For all these reasons, the clinical history and physical examination are essential to arriving at an accurate clinical diagnosis and plan of treatment.

CT Scan

A CT scan may be used to better show the adequacy of the spinal canal and surrounding structures.

A CT scan may also include myelography, which involves an x-ray contrast dye that is injected into the spinal column to show issues such as a bulging disc or bone spur possibly pressing on the spinal cord or nerves.

MRI Scan

The MRI, or magnetic resonance imaging scan, is a sophisticated imaging method that can show detailed images of the spinal cord, nerve roots, discs, ligaments, and surrounding tissues and spaces.

Most MRI scans require the patient to lie flat in a tube for about 15-20 minutes.

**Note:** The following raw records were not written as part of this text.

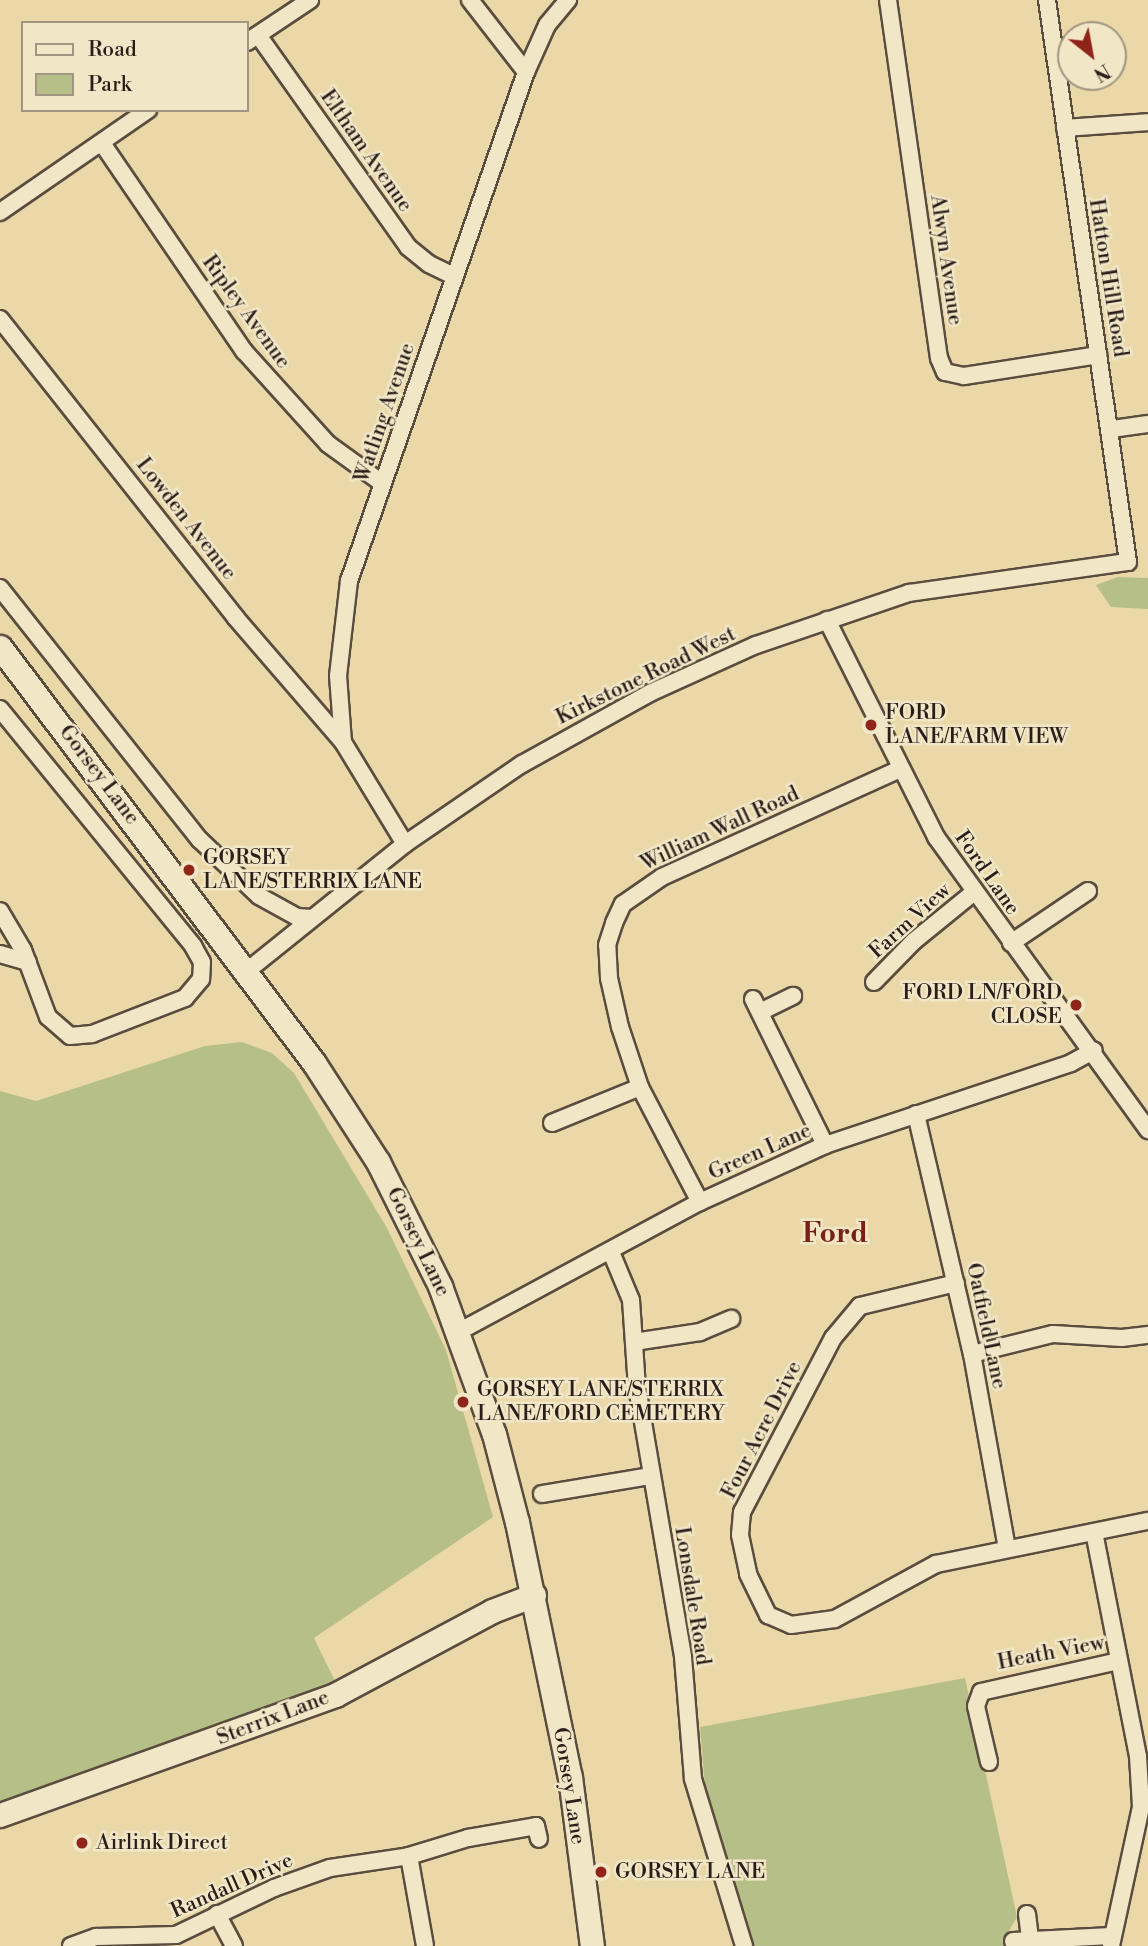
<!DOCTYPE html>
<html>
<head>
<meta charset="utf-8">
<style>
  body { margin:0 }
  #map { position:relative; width:1148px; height:1946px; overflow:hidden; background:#ead8a8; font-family:"Libre Bodoni",serif }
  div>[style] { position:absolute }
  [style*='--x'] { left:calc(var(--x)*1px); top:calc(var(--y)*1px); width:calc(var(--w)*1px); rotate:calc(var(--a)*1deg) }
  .green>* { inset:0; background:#b7bf88 }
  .roads { filter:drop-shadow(2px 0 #5a4c3e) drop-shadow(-2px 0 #5a4c3e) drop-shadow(0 2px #5a4c3e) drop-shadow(0 -2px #5a4c3e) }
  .street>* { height:16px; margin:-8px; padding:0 8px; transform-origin:8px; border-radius:8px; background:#f1e6c6 }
  .secondary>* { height:23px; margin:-11.5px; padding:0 11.5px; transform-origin:11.5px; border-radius:11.5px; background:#f1e6c6 }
  .dots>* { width:19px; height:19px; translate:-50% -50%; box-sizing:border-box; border:4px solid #f1e6c6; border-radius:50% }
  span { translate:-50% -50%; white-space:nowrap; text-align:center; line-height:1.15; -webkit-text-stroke:5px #f1e6c6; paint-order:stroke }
  .street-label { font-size:21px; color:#2a1e1a }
  .poi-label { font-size:21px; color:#2a1e1a }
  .left { translate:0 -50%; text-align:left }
  .right { translate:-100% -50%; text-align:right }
  .district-label { font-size:28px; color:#7a1f14; font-weight:700 }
  .legend { position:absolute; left:21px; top:21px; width:228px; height:91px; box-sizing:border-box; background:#f1e6c6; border:2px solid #a19681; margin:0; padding:9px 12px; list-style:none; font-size:21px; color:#2a1e1a }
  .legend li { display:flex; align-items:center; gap:14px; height:35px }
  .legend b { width:35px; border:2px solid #a19681 }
  .north { position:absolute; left:1057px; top:21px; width:70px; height:70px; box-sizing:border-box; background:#f1e6c6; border:2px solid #a19681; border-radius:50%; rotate:149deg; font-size:19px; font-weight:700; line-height:28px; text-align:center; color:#2a1e1a }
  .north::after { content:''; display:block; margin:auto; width:24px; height:32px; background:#8f2418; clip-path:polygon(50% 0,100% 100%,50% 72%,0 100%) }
</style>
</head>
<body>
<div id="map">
  <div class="green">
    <div style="clip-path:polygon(1118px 577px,1148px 578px,1148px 609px,1111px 607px,1096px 585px)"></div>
    <div style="clip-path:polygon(242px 1042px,272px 1053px,294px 1073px,387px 1228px,446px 1350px,493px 1517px,314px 1638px,336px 1683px,0 1806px,0 1091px,36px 1101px,205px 1046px)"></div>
    <div style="clip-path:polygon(965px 1678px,1017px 1917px,1006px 1936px,1006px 1946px,754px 1946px,705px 1787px,700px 1727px)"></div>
  </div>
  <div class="roads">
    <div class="street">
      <div style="--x:470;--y:0;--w:91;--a:52.1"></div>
      <div style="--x:888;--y:0;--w:362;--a:81.9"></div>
      <div style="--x:939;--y:358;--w:15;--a:67"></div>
      <div style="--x:945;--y:372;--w:19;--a:12"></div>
      <div style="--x:964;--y:376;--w:136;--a:-8.9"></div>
      <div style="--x:258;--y:35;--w:260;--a:54.7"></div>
      <div style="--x:408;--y:247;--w:27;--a:39"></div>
      <div style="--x:429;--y:264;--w:28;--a:26"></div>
      <div style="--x:247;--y:42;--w:76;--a:-33.7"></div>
      <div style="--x:1065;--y:128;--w:83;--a:-4.1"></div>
      <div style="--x:102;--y:143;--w:252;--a:55.7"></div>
      <div style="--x:244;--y:351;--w:125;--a:47.9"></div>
      <div style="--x:328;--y:444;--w:67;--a:35.8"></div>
      <div style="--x:0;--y:212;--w:180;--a:-34.6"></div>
      <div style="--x:0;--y:319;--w:381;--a:51.7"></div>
      <div style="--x:236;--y:618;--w:162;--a:49.2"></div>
      <div style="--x:1112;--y:429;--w:36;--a:-8"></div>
      <div style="--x:0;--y:588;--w:322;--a:51.6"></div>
      <div style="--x:200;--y:840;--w:81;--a:43.5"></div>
      <div style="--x:259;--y:896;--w:43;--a:28.9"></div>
      <div style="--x:297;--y:917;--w:15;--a:4"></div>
      <div style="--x:827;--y:620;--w:243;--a:63.3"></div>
      <div style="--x:936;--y:837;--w:362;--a:54.1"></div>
      <div style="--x:0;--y:709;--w:306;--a:50.8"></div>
      <div style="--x:193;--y:946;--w:18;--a:61"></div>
      <div style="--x:202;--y:962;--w:17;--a:93"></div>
      <div style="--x:201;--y:979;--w:25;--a:130"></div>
      <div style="--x:185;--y:998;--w:100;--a:158.8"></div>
      <div style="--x:92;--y:1034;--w:22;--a:175"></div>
      <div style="--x:70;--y:1036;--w:29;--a:-139"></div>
      <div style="--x:48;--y:1017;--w:72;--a:-110.5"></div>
      <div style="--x:23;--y:950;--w:45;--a:-120.5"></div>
      <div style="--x:405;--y:844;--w:119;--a:-121.3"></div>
      <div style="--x:343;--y:742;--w:66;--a:-94.3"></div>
      <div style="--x:338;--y:676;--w:96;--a:-83.4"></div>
      <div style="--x:349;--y:581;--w:539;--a:-70.83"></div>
      <div style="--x:526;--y:72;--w:51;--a:-65.9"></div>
      <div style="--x:547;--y:25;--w:33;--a:-50"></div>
      <div style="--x:1011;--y:943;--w:93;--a:-34"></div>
      <div style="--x:0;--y:954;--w:29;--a:16"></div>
      <div style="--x:247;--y:971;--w:203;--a:-38.8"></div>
      <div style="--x:405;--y:844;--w:142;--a:-34.4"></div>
      <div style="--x:522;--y:764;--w:146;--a:-29"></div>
      <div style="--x:650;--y:693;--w:116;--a:-24.4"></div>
      <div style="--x:756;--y:645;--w:162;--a:-18.8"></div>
      <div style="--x:909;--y:593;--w:221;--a:-8.1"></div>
      <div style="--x:1128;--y:562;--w:568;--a:-98.2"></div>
      <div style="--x:874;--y:982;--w:57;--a:-45.7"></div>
      <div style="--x:914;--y:941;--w:76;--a:-39.1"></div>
      <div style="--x:753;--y:999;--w:163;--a:63.7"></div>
      <div style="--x:760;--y:1012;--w:37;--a:-26"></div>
      <div style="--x:916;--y:1114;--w:246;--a:76.9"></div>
      <div style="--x:972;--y:1354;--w:197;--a:79.8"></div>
      <div style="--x:552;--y:1123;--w:95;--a:-22.2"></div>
      <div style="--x:700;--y:1202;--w:130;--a:-117.6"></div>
      <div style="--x:640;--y:1087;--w:63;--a:-108.4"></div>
      <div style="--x:620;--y:1027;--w:50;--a:-102.7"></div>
      <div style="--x:609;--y:978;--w:33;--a:-93"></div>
      <div style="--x:607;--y:945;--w:23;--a:-72"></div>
      <div style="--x:614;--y:923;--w:21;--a:-65"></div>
      <div style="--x:623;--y:904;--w:47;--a:-34.7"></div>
      <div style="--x:662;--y:877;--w:261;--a:-24.4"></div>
      <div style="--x:611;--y:1252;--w:52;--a:67.4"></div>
      <div style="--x:631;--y:1300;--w:87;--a:86.1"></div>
      <div style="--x:637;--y:1387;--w:274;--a:80.3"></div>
      <div style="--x:683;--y:1657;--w:122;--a:85.3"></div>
      <div style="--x:693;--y:1779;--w:175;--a:73"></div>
      <div style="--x:956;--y:1283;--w:99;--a:166.5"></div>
      <div style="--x:860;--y:1306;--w:42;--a:130.2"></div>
      <div style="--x:833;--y:1338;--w:196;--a:117.6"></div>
      <div style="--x:742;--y:1512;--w:23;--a:95"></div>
      <div style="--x:740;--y:1535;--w:40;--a:78"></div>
      <div style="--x:748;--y:1574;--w:46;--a:64"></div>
      <div style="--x:768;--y:1615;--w:25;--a:23"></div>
      <div style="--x:791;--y:1625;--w:44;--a:-7.8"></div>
      <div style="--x:835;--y:1619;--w:115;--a:-28.6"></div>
      <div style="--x:936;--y:1564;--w:216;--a:-11.5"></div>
      <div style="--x:460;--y:1331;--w:272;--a:-28.3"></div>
      <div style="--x:700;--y:1202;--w:137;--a:-24.5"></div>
      <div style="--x:825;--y:1145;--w:259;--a:-18.4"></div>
      <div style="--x:1071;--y:1063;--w:26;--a:-29"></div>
      <div style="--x:634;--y:1342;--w:67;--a:-8.6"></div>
      <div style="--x:700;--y:1332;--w:34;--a:-23"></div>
      <div style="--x:972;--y:1354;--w:83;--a:-13.9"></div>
      <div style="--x:1053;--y:1334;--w:69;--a:3.3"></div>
      <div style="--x:1122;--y:1338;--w:26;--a:-7"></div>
      <div style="--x:542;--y:1494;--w:110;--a:-9.4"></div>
      <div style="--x:1094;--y:1532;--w:228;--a:78.9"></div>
      <div style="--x:1138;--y:1756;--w:51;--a:86.6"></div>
      <div style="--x:1141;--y:1807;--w:142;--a:102.2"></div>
      <div style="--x:989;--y:1762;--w:57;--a:-103.1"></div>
      <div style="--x:976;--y:1706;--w:15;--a:-70"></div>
      <div style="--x:981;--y:1692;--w:141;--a:-12.7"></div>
      <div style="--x:409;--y:1856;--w:62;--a:-17"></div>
      <div style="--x:468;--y:1838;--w:69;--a:-10"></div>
      <div style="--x:536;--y:1826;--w:13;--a:77"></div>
      <div style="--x:217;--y:1914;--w:36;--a:62"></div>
      <div style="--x:1027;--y:1914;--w:26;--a:83"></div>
      <div style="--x:1013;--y:1941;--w:98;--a:-2.9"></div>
      <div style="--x:71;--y:1946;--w:27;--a:-20"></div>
      <div style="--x:96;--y:1937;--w:80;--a:-1.4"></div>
      <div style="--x:176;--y:1935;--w:109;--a:-25.6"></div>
      <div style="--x:274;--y:1888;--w:59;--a:-19.7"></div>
      <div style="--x:330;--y:1868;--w:80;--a:-8.6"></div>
      <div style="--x:409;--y:1856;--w:91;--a:79.9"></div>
    </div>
    <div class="secondary">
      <div style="--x:0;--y:647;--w:521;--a:52.95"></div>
      <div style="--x:314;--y:1063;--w:118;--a:57.1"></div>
      <div style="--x:378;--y:1162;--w:139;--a:63.4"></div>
      <div style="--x:440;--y:1286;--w:158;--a:70"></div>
      <div style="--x:494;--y:1434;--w:91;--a:75.4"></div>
      <div style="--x:517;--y:1522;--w:260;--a:78.3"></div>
      <div style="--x:570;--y:1777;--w:170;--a:82.6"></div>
      <div style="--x:0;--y:1815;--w:356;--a:-19.7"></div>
      <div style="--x:335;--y:1695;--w:178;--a:-28.1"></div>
      <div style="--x:492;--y:1611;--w:45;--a:-20.9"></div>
    </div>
  </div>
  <div class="dots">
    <div style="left:871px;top:725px;background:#8f2418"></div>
    <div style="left:189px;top:870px;background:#8f2418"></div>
    <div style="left:1076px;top:1005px;background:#8f2418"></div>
    <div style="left:463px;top:1402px;background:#8f2418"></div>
    <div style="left:82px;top:1843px;background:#8f2418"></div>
    <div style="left:601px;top:1872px;background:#8f2418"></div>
  </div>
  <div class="street-label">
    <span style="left:366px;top:151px;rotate:55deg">Eltham Avenue</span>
    <span style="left:946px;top:260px;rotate:82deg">Alwyn Avenue</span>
    <span style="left:1108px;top:278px;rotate:81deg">Hatton Hill Road</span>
    <span style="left:246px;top:312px;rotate:54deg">Ripley Avenue</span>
    <span style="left:385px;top:413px;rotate:-71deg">Watling Avenue</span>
    <span style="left:186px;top:519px;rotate:52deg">Lowden Avenue</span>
    <span style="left:646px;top:676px;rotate:-26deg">Kirkstone Road West</span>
    <span style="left:99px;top:775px;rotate:53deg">Gorsey Lane</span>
    <span style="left:720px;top:829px;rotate:-25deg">William Wall Road</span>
    <span style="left:987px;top:873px;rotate:55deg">Ford Lane</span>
    <span style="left:910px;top:921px;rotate:-42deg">Farm View</span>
    <span style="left:760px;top:1152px;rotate:-24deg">Green Lane</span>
    <span style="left:418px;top:1242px;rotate:64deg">Gorsey Lane</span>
    <span style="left:986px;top:1326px;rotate:78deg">Oatfield Lane</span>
    <span style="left:762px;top:1430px;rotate:-63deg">Four Acre Drive</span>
    <span style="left:692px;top:1596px;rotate:81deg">Lonsdale Road</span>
    <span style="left:1051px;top:1653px;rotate:-11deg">Heath View</span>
    <span style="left:273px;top:1718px;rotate:-21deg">Sterrix Lane</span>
    <span style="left:569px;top:1786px;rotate:81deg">Gorsey Lane</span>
    <span style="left:232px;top:1886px;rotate:-24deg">Randall Drive</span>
  </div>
  <div class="poi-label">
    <span class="left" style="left:885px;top:725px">FORD<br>LANE/FARM VIEW</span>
    <span class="left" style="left:203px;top:870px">GORSEY<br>LANE/STERRIX LANE</span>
    <span class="right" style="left:1062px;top:1005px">FORD LN/FORD<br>CLOSE</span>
    <span class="left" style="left:477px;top:1402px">GORSEY LANE/STERRIX<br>LANE/FORD CEMETERY</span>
    <span class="left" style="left:96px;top:1843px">Airlink Direct</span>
    <span class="left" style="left:615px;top:1872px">GORSEY LANE</span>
  </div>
  <div class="district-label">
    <span style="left:835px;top:1234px">Ford</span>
  </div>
  <ul class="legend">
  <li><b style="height:9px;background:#f1e6c6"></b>Road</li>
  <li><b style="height:19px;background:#b7bf88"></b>Park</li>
  </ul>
  <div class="north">N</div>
</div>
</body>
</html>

Open frame, and even standup, MRI scanners do exist and may be appropriate for patients having claustrophobia (fear of tight spaces).

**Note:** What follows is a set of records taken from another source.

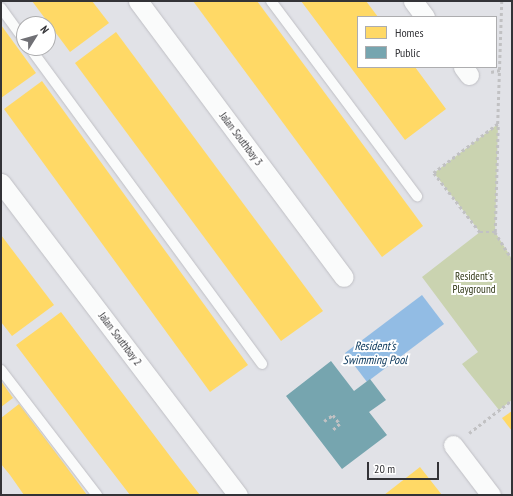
<!DOCTYPE html>
<style>
body{margin:0}
#map{position:relative;width:513px;height:496px;overflow:hidden;background:#e1e2e7;font-family:"PT Sans Narrow",sans-serif}
div>[style]{position:absolute}
[style*='--x']{left:calc(var(--x)*1px);top:calc(var(--y)*1px);width:calc(var(--w)*1px);rotate:calc(var(--a)*1deg)}
.green>*{inset:0;background:#cad3b0}
.water>*{inset:0;background:#92bce4}
.homes>*{inset:0;background:#ffd966}
.public>*{inset:0;background:#76a5af}
.path>*{height:2.5px;margin-top:-1.25px;transform-origin:0;background:repeating-linear-gradient(90deg,#c1c1c3 0 3px,transparent 0 6px)}
.roads{filter:drop-shadow(0 0 1px #bfbfc4) drop-shadow(0 0 1px #bfbfc4)}
.lane>*{height:10px;margin:-5px;padding:0 5px;transform-origin:5px;border-radius:5px;background:#fafbfb}
.street>*{height:19px;margin:-9.5px;padding:0 9.5px;transform-origin:9.5px;border-radius:9.5px;background:#fafbfb}
span{translate:-50% -50%;white-space:nowrap;text-align:center;line-height:1.15;-webkit-text-stroke:4px #fff;paint-order:stroke}
.street-label{font-size:11px;color:#333337}
.park-label{font-size:11px;color:#2f3615}
.water-label{font-size:12px;color:#0a375b;font-style:italic}
.frame{position:absolute;inset:0;border:2px solid #333337;pointer-events:none}
.legend{position:absolute;left:357px;top:16px;width:140px;height:52px;box-sizing:border-box;background:#fff;border:1px solid #adadaf;margin:0;padding:5px 7px;list-style:none;font-size:12px;color:#333337}
.legend li{display:flex;align-items:center;gap:8px;height:20px}
.legend b{width:20px;border:1px solid #adadaf}
.north{position:absolute;left:16px;top:16px;width:40px;height:40px;box-sizing:border-box;background:#fff;border:1px solid #adadaf;border-radius:50%;rotate:53deg;font-size:11px;font-weight:700;line-height:16px;text-align:center;color:#333337}
.north::after{content:'';display:block;margin:auto;width:14px;height:18px;background:#707075;clip-path:polygon(50% 0,100% 100%,50% 72%,0 100%)}
.scale{position:absolute;left:367px;top:462px;width:72px;height:18px;box-sizing:border-box;border:2px solid #333337;border-top:0;padding-left:5px;font-size:12px;line-height:14px;white-space:nowrap;color:#333337;-webkit-text-stroke:3px #fff;paint-order:stroke}
</style>
<div id="map">
<div class="green">
<div style="clip-path:polygon(498px 124px,495px 232px,512px 259px,512px 400px,499px 410px,462px 364px,478px 352px,422px 277px,480px 232px,434px 173px)"></div>
</div>
<div class="water">
<div style="clip-path:polygon(422px 295px,444px 324px,367px 382px,345px 353px)"></div>
</div>
<div class="homes">
<div style="clip-path:polygon(32px 1px,92px 1px,109px 23px,70px 52px)"></div>
<div style="clip-path:polygon(193px 1px,257px 1px,423px 226px,382px 257px)"></div>
<div style="clip-path:polygon(301px 1px,366px 1px,378px 17px,358px 17px,358px 67px,415px 67px,446px 109px,405px 140px)"></div>
<div style="clip-path:polygon(1px 25px,36px 73px,1px 98px)"></div>
<div style="clip-path:polygon(116px 32px,323px 311px,281px 341px,75px 63px)"></div>
<div style="clip-path:polygon(42px 81px,248px 365px,210px 392px,4px 109px)"></div>
<div style="clip-path:polygon(1px 235px,54px 305px,12px 336px,1px 322px)"></div>
<div style="clip-path:polygon(61px 312px,179px 468px,200px 495px,130px 495px,90px 443px,16px 345px)"></div>
<div style="clip-path:polygon(1px 381px,13px 398px,1px 407px)"></div>
<div style="clip-path:polygon(19px 404px,65px 465px,87px 495px,24px 495px,10px 475px,1px 464px,1px 418px)"></div>
<div style="clip-path:polygon(512px 411px,512px 431px,502px 418px)"></div>
<div style="clip-path:polygon(420px 467px,442px 495px,384px 495px)"></div>
</div>
<div class="public">
<div style="clip-path:polygon(331px 361px,354px 391px,370px 379px,386px 400px,369px 412px,387px 435px,342px 469px,286px 396px)"></div>
</div>
<div class="path">
<div style="--x:502;--y:1;--w:123;--a:91.9"></div>
<div style="--x:498;--y:124;--w:81;--a:142.6"></div>
<div style="--x:434;--y:173;--w:75;--a:52.1"></div>
<div style="--x:480;--y:232;--w:15;--a:0"></div>
<div style="--x:495;--y:232;--w:32;--a:58"></div>
<div style="--x:491;--y:72;--w:9;--a:-13"></div>
<div style="--x:495;--y:232;--w:108;--a:-88.4"></div>
<div style="--x:324;--y:421;--w:11;--a:-34"></div>
<div style="--x:333;--y:415;--w:11;--a:52"></div>
<div style="--x:340;--y:424;--w:11;--a:139"></div>
<div style="--x:469;--y:433;--w:54;--a:-37.5"></div>
</div>
<div class="roads">
<div class="lane">
<div style="--x:271;--y:1;--w:244;--a:53.2"></div>
<div style="--x:1;--y:8;--w:39;--a:54"></div>
<div style="--x:30;--y:48;--w:392;--a:53.7"></div>
<div style="--x:1;--y:370;--w:158;--a:52.5"></div>
</div>
<div class="street">
<div style="--x:138;--y:1;--w:344;--a:53.3"></div>
<div style="--x:413;--y:1;--w:20;--a:53"></div>
<div style="--x:463;--y:67;--w:10;--a:53"></div>
<div style="--x:1;--y:183;--w:392;--a:52.8"></div>
<div style="--x:453;--y:445;--w:63;--a:52.8"></div>
</div>
</div>
<div class="street-label">
<span style="left:241px;top:139px;rotate:53deg">Jalan Southbay 3</span>
<span style="left:120px;top:339px;rotate:53deg">Jalan Southbay 2</span>
</div>
<div class="park-label">
<span style="left:474px;top:283px">Resident's<br>Playground</span>
</div>
<div class="water-label">
<span style="left:375px;top:353px">Resident's<br>Swimming Pool</span>
</div>
<div class="frame"></div>
<ul class="legend">
<li><b style="height:11px;background:#ffd966"></b>Homes</li>
<li><b style="height:11px;background:#76a5af"></b>Public</li>
</ul>
<div class="north">N</div>
<div class="scale">20 m</div>
</div>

MRI scans can be adjusted to show details of tissues, such as water content in the tissue, which may be important in determining disc degeneration, infections, or tumors.

Serious Conditions Related to Lower Back Pain

For symptoms of lower back pain PLUS any of the following red flags then a medical evaluation is an emergency, and should be done same day:

  • History of cancer, or unexplained weight loss

  • Symptoms of infection, such as fever, shakes, chills

  • Numbness in the perineum (genital areas) and urinary problems

  • Recent fall or trauma that may have caused spine fracture

  • Severe numbness or weakness in one or both legs

The evaluation usually consists of a discussion of symptoms and a detailed medical history, a physical examination, and X-rays of the low back.

Other tests (blood tests, MRI or CT scans) may be performed if there are red flags, or to confirm or exclude the presence other rare conditions that can cause similar symptoms, such as a spinal tumor, infection, fracture, or other types of arthritis.

The goal of all diagnostic studies is to discover patterns or confirmations between the various tests that point to a clear diagnosis among various possible ones.

The key is to diagnose the condition causing the patient's pain and disability, which includes putting all the pieces of the puzzle together and does not rely on diagnostic tests alone.